Chapter Two: Gathering Storm
The blue vortex swirled around her like a gathering storm in whose eye she took refuge. For a brief moment, she felt the pain in her feet rise to grasp her ankle, then the feel of solid ground.
"Jerk. Lousy…" The same phrases swam through her mind, but not one seemed to quite fit him on this count. She cursed the insufficient amount of derogatory terms there were for a two-timing half youkai. Her vision already blurred colors and shapes with thick tears. Climbing the rope ladder to the top was excruciating with the thousands of tiny cuts on her feet and the remaining burning on her ankle, but she worked through it, her only cause being to get as far away from Inuyasha as humanly possible. She reached up over the well, her hand clinging to the other side, as usual. But now something was different. A sharp pain began to burn in her palm where it touched the gnarled wood of the well. Dropping the aching hand, she struggled out with only one arm.
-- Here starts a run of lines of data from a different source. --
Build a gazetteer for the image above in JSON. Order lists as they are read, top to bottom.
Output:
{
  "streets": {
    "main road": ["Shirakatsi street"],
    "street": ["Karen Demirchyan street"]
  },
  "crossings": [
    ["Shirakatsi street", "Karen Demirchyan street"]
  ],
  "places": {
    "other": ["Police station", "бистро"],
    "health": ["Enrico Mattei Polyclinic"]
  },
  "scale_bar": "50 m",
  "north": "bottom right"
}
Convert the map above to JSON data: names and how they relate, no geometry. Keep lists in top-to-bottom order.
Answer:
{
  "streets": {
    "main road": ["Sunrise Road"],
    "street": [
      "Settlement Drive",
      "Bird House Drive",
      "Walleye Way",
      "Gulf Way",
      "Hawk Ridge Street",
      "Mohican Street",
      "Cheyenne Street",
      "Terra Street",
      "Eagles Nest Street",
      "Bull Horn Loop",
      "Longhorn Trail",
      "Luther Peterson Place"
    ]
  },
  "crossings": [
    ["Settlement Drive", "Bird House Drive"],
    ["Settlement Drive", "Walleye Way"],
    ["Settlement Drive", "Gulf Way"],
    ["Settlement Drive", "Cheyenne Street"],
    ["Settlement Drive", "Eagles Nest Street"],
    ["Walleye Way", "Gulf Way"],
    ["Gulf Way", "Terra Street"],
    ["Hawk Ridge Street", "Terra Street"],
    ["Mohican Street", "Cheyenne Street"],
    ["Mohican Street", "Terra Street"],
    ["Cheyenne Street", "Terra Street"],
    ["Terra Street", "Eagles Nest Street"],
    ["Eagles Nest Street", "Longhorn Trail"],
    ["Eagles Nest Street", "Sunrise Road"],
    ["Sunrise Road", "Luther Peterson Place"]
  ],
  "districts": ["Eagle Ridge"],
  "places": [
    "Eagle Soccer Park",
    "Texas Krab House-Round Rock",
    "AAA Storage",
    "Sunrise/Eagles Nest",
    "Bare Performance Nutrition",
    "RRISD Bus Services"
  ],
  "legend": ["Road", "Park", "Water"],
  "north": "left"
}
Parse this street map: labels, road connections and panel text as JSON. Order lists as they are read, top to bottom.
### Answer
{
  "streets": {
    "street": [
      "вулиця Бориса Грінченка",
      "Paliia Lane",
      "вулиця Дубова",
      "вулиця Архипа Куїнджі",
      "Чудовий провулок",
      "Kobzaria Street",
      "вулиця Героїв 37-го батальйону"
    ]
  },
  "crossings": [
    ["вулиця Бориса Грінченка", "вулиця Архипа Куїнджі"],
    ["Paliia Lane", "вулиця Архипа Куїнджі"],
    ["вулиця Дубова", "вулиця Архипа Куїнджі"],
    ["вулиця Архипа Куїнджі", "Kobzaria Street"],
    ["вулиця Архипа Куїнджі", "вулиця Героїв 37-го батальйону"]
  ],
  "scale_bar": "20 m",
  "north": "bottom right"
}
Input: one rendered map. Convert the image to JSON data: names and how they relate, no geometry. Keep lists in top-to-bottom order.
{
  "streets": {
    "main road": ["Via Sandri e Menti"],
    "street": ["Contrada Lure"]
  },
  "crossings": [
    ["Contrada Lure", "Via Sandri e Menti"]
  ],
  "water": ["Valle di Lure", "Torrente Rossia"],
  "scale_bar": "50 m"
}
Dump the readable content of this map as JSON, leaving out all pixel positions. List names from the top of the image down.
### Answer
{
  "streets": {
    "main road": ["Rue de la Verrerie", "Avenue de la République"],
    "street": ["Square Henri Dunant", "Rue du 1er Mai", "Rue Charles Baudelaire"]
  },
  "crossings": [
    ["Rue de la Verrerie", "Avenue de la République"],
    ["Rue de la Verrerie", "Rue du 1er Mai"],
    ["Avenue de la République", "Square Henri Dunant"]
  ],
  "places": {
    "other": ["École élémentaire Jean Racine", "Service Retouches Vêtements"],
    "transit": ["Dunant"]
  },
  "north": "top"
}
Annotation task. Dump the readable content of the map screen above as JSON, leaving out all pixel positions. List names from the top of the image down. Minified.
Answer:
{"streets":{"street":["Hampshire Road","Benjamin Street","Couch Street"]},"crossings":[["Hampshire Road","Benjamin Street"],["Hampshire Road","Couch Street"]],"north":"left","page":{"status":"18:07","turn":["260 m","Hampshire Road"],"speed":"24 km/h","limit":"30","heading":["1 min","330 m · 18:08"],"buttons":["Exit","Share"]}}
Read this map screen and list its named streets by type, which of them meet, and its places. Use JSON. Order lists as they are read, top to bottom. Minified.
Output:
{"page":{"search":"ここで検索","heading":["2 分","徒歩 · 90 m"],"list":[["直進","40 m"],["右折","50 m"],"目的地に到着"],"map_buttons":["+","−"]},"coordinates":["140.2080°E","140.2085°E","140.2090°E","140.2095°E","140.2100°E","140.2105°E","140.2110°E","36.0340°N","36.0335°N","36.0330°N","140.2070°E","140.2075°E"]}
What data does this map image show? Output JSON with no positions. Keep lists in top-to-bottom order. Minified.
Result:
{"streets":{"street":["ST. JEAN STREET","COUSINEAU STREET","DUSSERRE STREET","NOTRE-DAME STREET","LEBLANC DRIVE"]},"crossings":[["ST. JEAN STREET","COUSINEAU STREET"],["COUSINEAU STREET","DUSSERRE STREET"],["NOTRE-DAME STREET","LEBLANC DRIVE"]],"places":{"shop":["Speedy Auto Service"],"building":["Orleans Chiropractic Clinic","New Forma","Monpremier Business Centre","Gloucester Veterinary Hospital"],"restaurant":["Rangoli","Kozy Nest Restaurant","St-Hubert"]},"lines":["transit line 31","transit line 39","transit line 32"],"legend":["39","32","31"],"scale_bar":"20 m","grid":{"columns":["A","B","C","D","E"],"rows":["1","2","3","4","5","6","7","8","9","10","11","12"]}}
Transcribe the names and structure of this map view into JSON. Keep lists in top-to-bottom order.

Dropping to the floor next to the old wooden thing she lifted her hand to her face to examine the sudden injury. Her face contorted in surprise. Her hand was burnt raw pink in the shape of the particular board, except for the completely intact pieces where the surface of the well hadn't touched. She traced the tiny spidering lines of the wood's cracks carefully across her palm. Something strange was happening.
Her first instinct told her to go retrieve Inuyasha to check the place. But she wouldn't dare go crawling back now, so soon. She moved to rise, but the moment her body lifted from the ground, a strange chirping sound trilled in her ears. She struggled, but couldn't command her limbs to block out the noise. What's going on? A voice within her mind had begun the panic routine.
A new pain exploded for a moment at the back of her head and everything faded into blackness… Inuyasha… help…
…
Baka! How could you! She's probably already gone!"Damn it! How did that happen?" A clawed hand roughly traced the sting across his face. Kagome had gotten mad before, but never this mad, never mad enough to actually hit him herself. But he wasn't sure just what triggered it… as opposed to the other times. Way to make himself feel any worse, that is, if it was possible at this point.
Close to their usual camp, he collapsed into a sit, angry with himself, Kikyo and Kagome. With an exasperated moan, he let his head fall into his hands. What now?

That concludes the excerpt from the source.